[Items from a dataset]
>>>>
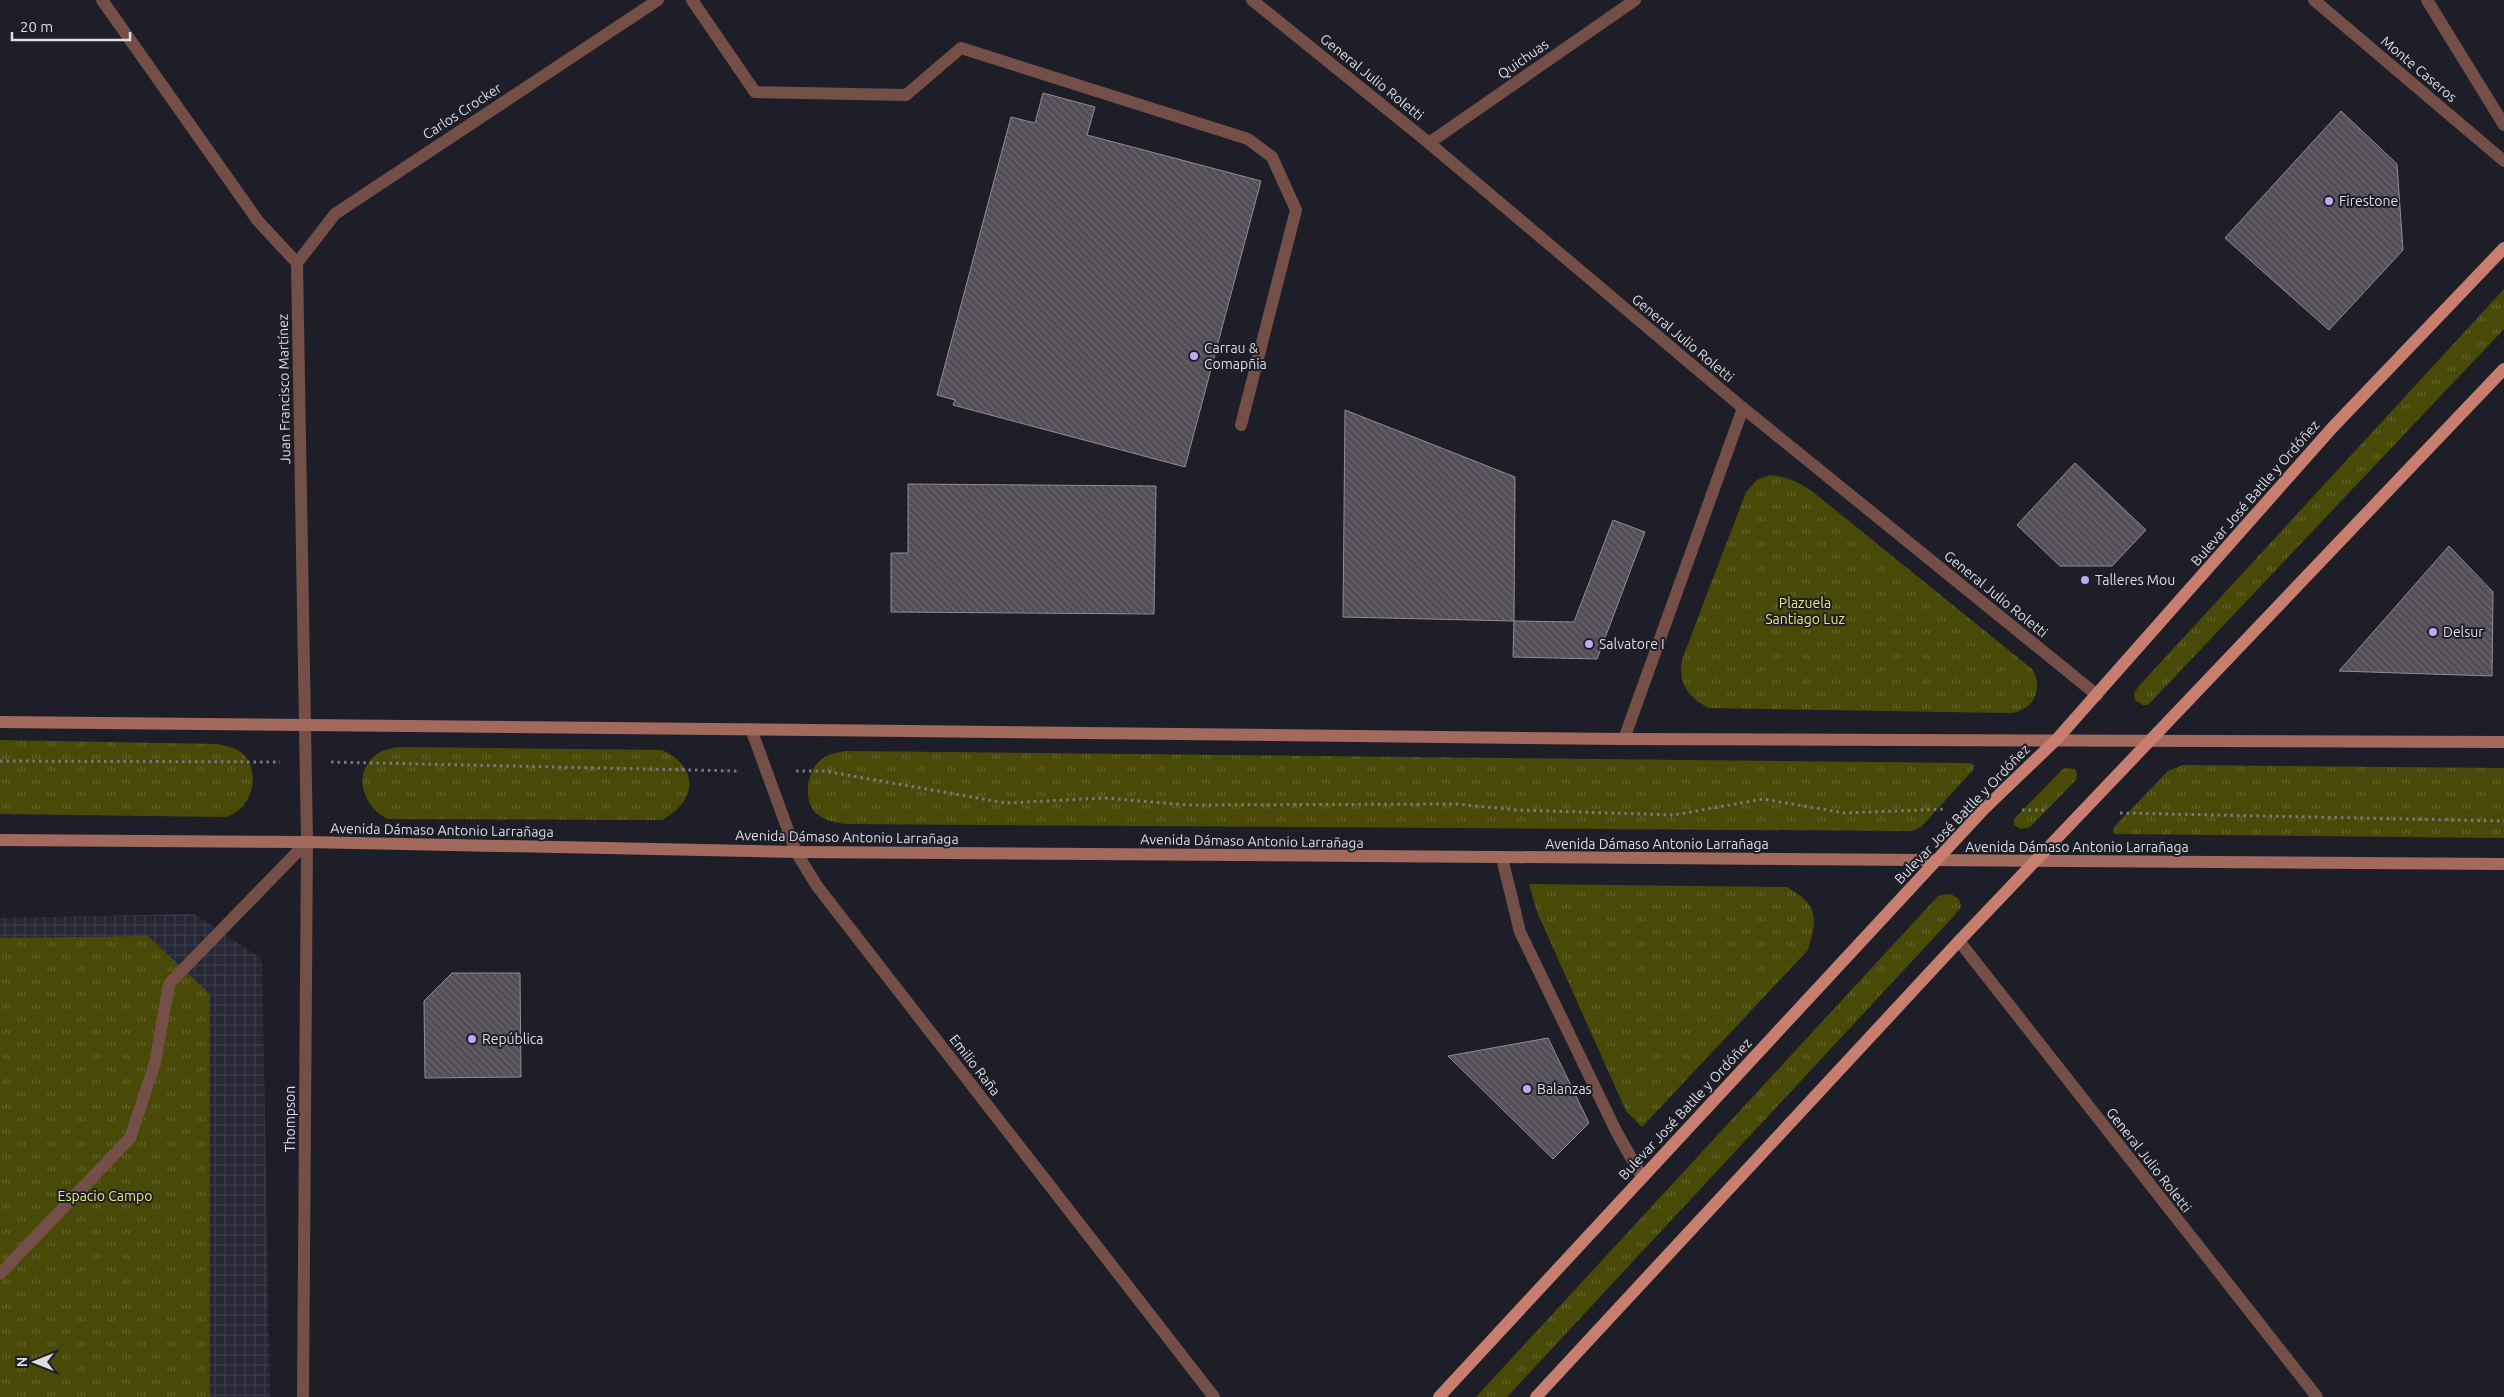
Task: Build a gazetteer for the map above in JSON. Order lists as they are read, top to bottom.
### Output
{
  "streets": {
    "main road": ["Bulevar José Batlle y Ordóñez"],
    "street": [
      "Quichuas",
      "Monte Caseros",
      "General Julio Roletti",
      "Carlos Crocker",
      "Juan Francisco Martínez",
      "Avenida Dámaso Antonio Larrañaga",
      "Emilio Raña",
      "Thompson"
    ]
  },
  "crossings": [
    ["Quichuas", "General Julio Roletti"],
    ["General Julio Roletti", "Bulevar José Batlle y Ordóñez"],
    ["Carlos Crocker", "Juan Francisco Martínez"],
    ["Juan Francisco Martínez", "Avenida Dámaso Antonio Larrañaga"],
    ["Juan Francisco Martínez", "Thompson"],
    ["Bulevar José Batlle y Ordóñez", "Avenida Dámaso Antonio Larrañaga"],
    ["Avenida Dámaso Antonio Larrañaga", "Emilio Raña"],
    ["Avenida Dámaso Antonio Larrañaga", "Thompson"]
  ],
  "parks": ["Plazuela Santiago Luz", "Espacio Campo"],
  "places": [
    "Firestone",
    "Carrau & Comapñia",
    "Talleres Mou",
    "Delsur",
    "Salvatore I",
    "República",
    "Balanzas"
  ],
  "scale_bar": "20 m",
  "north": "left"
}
<<<<
> [WHAT YOU HAVE TO DO]:
State how many lines in the records above contain the word "Julio". Give nothing but the number.

> [RESULT OF THIS TASK]:
3